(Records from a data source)
○ ○ ○ ○ ○
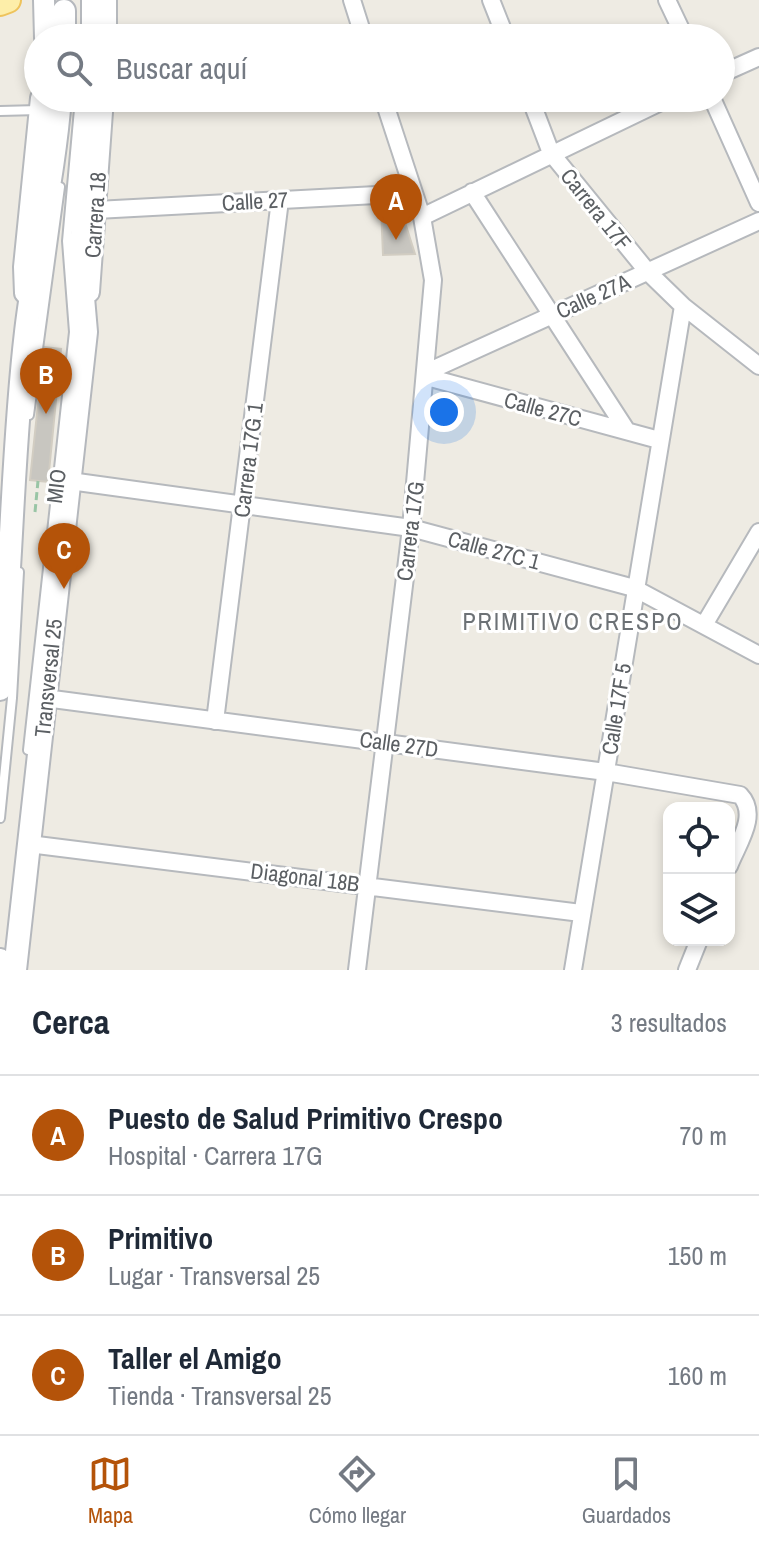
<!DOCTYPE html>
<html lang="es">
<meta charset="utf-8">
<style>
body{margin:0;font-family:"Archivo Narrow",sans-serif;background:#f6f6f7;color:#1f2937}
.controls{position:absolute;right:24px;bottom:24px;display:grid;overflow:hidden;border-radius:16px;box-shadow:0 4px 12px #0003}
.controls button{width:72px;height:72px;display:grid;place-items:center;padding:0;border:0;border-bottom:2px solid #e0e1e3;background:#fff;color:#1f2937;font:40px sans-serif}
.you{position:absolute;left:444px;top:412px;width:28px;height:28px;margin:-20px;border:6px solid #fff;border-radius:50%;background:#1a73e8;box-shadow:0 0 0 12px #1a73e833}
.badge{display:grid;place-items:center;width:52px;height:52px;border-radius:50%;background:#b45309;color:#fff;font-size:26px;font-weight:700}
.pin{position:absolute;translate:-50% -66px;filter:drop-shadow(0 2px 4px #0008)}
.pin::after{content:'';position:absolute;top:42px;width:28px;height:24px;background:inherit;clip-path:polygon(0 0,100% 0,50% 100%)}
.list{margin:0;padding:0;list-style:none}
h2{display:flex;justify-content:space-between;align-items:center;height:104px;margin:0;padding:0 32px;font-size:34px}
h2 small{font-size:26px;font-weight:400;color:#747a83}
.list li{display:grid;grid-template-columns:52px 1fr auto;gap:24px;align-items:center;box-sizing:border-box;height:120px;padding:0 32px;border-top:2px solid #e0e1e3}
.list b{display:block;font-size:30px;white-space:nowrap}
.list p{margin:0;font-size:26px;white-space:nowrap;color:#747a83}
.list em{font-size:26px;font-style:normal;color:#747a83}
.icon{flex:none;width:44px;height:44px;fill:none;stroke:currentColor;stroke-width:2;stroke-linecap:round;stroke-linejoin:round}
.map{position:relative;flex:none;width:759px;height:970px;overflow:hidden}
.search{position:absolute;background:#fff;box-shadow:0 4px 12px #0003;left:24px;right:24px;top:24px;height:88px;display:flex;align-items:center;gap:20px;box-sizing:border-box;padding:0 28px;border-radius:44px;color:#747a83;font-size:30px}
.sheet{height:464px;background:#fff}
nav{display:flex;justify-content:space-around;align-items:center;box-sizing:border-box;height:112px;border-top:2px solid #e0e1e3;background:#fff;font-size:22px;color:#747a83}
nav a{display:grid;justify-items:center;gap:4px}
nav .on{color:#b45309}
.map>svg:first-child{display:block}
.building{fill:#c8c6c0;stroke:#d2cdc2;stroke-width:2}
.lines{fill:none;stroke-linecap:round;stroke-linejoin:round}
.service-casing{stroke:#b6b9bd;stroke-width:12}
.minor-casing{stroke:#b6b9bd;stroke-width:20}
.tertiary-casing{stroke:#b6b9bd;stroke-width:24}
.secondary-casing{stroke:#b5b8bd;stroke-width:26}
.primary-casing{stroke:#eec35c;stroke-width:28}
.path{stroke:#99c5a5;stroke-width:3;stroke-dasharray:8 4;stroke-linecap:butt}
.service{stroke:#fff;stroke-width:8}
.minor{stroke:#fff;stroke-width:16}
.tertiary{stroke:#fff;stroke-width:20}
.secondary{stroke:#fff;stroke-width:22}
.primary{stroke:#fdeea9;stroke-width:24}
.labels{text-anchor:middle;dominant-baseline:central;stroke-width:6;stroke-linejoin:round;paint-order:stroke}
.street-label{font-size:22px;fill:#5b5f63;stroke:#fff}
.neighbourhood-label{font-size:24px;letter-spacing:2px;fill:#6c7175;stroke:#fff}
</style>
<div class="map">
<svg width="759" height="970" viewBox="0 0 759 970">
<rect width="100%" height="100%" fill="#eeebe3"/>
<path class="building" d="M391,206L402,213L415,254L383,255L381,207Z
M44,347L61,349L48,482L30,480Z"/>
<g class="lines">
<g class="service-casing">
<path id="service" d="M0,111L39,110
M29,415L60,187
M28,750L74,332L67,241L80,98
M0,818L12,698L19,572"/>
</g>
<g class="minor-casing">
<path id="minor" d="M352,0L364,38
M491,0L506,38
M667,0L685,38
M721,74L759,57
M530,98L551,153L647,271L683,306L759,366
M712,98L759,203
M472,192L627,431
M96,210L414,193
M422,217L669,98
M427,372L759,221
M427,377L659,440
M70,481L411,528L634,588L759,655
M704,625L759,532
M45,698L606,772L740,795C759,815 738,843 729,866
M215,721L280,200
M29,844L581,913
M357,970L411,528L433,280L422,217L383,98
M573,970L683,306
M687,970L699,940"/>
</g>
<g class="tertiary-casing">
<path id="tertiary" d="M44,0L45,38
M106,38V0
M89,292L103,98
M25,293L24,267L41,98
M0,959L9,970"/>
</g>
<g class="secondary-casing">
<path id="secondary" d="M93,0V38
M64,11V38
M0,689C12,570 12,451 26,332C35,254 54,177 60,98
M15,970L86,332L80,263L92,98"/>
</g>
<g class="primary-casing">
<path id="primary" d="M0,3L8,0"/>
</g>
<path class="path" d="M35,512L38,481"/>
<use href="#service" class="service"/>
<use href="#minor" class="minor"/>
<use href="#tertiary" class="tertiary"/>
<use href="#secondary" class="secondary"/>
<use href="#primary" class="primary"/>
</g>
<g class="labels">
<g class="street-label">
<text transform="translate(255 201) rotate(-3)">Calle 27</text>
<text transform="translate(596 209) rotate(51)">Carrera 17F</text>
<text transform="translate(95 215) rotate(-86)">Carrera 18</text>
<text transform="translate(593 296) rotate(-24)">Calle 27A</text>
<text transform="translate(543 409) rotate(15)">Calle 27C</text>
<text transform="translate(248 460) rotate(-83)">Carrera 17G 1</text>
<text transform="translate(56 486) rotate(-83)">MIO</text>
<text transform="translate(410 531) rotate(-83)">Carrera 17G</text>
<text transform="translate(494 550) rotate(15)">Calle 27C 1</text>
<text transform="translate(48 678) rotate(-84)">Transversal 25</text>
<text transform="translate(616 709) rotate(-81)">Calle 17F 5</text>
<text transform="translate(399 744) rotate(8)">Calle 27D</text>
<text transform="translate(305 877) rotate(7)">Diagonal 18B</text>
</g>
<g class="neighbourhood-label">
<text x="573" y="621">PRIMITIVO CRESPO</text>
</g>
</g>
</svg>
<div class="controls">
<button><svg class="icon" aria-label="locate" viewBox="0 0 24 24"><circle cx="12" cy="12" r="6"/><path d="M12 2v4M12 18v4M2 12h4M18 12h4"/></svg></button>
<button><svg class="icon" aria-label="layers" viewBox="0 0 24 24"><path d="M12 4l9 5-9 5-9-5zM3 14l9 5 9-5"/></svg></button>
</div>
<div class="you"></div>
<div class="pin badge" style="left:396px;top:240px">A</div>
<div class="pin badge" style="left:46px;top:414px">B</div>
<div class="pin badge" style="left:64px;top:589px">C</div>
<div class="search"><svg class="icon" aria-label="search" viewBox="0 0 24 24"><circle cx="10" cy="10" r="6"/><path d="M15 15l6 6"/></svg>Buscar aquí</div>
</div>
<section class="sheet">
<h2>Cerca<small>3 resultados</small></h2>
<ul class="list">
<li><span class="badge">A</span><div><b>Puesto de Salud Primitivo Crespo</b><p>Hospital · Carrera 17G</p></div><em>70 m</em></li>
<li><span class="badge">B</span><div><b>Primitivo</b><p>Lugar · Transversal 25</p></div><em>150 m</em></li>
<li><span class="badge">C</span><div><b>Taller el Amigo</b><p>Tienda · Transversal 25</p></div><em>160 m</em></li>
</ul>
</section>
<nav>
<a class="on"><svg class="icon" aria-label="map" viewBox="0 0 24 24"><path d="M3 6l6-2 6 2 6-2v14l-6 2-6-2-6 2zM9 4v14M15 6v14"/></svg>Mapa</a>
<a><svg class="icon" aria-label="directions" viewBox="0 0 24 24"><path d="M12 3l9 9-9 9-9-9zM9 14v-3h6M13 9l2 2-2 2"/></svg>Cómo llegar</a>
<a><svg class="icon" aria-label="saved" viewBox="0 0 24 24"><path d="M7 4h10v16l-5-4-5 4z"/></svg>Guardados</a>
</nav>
○ ○ ○ ○ ○
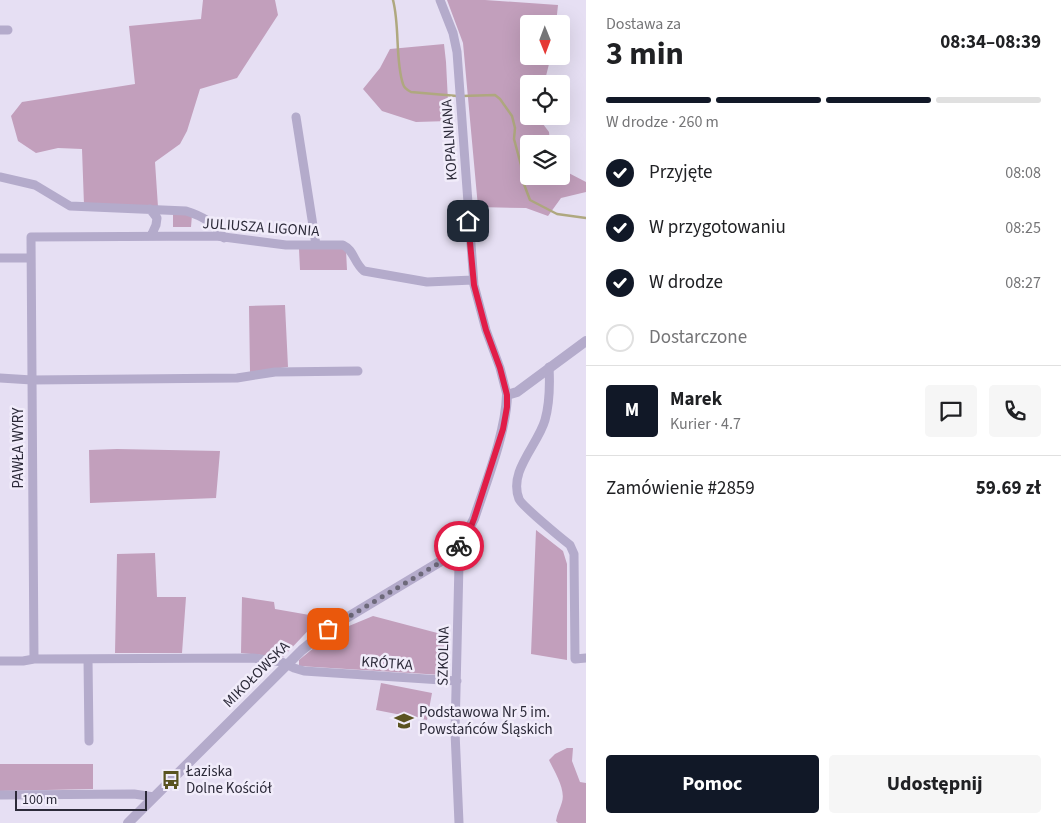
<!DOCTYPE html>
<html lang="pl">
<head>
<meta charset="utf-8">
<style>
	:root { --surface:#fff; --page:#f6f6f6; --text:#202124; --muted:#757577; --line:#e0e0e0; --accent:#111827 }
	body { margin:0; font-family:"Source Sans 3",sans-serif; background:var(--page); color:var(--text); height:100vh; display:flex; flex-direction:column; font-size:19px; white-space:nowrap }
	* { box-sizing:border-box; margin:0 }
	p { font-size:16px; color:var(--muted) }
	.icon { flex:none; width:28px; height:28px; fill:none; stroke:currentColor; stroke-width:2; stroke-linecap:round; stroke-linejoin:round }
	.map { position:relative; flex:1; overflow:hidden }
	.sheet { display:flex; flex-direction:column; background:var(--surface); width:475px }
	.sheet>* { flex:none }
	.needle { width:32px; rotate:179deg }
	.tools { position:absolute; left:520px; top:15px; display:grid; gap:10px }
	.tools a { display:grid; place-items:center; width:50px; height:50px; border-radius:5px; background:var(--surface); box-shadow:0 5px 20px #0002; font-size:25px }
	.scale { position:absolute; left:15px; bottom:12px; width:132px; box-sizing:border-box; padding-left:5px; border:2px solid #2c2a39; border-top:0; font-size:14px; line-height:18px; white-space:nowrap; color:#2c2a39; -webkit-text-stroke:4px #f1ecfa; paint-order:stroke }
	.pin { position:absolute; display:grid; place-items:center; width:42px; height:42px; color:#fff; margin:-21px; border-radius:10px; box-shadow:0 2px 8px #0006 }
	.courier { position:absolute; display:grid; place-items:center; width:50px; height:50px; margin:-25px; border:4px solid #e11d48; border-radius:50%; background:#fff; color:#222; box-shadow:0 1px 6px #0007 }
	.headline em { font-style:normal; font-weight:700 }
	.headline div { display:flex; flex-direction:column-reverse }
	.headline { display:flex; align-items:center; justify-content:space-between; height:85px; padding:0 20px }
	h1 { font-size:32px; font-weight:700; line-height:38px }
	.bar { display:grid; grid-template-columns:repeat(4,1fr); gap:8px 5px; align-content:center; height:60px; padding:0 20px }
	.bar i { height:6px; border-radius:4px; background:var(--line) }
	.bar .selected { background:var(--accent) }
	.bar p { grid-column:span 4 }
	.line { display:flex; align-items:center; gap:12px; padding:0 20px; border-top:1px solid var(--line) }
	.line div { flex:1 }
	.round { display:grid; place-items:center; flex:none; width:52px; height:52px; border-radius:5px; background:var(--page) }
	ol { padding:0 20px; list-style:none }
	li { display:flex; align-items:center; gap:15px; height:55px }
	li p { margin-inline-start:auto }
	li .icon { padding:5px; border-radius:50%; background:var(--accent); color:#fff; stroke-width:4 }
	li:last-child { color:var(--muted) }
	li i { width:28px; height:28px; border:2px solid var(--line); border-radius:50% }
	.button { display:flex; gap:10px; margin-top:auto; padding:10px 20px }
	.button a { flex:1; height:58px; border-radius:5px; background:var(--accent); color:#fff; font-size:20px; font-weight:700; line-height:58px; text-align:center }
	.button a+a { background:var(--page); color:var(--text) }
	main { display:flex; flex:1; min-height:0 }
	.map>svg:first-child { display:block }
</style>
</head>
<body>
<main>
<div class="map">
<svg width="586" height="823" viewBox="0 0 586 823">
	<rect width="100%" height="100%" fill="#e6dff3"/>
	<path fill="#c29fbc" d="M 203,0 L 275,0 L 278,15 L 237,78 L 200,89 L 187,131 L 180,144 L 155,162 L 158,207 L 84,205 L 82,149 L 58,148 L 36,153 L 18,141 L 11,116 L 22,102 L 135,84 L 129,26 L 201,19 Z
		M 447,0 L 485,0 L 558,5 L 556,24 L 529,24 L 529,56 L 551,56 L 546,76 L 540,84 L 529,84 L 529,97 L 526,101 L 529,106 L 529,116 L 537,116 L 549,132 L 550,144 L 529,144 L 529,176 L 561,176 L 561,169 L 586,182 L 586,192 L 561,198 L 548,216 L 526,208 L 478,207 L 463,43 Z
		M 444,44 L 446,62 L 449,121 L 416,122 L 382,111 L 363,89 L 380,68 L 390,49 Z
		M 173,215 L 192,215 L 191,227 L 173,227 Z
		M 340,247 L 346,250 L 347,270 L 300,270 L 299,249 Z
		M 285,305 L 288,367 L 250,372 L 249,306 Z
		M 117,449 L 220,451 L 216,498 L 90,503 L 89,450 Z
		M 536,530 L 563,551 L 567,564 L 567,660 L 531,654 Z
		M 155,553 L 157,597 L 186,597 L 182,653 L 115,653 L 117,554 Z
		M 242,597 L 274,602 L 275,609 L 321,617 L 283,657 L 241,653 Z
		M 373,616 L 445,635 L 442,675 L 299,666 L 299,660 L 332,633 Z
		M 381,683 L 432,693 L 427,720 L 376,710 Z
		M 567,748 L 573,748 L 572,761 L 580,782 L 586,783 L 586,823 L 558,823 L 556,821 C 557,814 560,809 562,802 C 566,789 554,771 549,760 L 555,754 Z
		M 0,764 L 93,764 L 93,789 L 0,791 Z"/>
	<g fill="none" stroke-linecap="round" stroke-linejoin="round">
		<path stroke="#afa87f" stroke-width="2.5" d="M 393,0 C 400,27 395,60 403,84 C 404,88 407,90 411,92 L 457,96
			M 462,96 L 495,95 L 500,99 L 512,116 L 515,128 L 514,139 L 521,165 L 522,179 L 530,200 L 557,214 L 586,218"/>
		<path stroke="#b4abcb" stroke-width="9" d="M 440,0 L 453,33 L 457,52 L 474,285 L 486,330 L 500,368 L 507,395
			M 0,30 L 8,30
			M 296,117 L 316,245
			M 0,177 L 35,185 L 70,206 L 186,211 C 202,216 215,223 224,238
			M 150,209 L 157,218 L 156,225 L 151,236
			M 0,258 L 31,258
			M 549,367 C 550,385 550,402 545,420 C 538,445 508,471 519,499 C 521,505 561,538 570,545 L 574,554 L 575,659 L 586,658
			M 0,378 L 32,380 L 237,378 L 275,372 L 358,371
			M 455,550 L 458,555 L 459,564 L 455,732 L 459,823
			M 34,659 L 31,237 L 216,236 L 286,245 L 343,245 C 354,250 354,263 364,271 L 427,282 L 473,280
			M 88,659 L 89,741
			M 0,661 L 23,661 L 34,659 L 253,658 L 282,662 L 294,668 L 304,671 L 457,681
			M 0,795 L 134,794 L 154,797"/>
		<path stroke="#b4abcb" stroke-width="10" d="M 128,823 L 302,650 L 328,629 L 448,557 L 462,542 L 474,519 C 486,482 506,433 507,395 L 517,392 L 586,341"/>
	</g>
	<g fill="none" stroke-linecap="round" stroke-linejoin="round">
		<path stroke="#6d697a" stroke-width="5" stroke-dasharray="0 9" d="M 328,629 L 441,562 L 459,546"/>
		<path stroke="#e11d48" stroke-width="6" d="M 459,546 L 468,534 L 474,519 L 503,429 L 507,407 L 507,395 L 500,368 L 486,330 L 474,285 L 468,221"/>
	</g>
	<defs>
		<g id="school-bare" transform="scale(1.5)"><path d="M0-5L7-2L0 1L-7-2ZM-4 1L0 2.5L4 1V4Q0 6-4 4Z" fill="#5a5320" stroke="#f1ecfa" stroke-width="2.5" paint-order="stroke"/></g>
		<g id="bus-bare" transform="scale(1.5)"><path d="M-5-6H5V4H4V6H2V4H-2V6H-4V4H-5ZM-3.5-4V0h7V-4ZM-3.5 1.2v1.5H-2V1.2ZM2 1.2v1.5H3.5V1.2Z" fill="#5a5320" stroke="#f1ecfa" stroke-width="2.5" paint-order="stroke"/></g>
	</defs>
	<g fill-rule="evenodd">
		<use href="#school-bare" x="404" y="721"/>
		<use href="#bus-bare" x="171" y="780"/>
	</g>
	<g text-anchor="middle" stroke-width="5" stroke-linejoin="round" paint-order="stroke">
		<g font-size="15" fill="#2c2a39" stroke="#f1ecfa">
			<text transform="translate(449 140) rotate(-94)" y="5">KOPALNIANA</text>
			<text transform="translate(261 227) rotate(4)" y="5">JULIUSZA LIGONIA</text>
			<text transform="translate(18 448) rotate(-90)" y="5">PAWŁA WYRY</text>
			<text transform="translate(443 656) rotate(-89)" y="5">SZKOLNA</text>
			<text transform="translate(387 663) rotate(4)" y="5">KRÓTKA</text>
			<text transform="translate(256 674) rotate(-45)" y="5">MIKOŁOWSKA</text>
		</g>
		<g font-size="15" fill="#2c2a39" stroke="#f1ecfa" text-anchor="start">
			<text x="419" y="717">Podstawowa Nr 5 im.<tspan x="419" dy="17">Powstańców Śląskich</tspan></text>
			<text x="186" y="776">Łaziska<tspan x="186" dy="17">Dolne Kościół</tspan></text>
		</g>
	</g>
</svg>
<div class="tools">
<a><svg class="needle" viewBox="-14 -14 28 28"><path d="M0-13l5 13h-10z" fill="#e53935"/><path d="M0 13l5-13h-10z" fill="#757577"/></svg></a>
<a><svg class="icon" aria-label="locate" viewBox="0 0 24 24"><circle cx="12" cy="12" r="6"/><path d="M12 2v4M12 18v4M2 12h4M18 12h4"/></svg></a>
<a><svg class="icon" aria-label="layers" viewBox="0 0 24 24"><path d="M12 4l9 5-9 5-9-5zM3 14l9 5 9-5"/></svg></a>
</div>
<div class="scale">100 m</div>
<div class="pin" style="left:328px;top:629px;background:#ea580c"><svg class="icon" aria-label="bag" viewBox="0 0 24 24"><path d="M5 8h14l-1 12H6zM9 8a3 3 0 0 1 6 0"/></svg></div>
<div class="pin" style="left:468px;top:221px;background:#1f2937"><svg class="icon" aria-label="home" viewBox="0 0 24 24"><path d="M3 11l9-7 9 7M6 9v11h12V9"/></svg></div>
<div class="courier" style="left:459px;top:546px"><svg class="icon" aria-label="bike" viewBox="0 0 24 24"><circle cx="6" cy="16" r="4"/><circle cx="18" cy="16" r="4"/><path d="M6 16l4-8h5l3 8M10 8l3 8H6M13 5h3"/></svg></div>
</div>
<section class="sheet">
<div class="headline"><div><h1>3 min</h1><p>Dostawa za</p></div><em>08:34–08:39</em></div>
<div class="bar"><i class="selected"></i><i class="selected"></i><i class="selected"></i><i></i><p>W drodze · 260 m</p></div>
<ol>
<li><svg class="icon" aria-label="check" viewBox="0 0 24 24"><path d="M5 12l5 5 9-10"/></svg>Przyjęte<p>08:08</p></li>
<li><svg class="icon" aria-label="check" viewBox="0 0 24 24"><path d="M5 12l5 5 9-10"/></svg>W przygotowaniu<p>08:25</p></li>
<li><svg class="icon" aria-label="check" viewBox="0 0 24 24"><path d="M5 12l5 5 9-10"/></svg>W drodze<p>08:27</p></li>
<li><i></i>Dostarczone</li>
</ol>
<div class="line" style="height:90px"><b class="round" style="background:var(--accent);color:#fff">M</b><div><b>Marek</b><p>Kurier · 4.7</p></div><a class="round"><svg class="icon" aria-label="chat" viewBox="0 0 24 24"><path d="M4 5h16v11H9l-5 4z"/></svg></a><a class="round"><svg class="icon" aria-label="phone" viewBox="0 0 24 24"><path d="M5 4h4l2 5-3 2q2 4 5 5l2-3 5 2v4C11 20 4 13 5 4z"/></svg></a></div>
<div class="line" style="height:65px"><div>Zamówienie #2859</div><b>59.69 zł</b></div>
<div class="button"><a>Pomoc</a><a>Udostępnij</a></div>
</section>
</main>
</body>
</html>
○ ○ ○ ○ ○
• What to do
Whenever "check" occurs in a line of the entries, copy that line.

• Reply to the exercise
<li><svg class="icon" aria-label="check" viewBox="0 0 24 24"><path d="M5 12l5 5 9-10"/></svg>Przyjęte<p>08:08</p></li>
<li><svg class="icon" aria-label="check" viewBox="0 0 24 24"><path d="M5 12l5 5 9-10"/></svg>W przygotowaniu<p>08:25</p></li>
<li><svg class="icon" aria-label="check" viewBox="0 0 24 24"><path d="M5 12l5 5 9-10"/></svg>W drodze<p>08:27</p></li>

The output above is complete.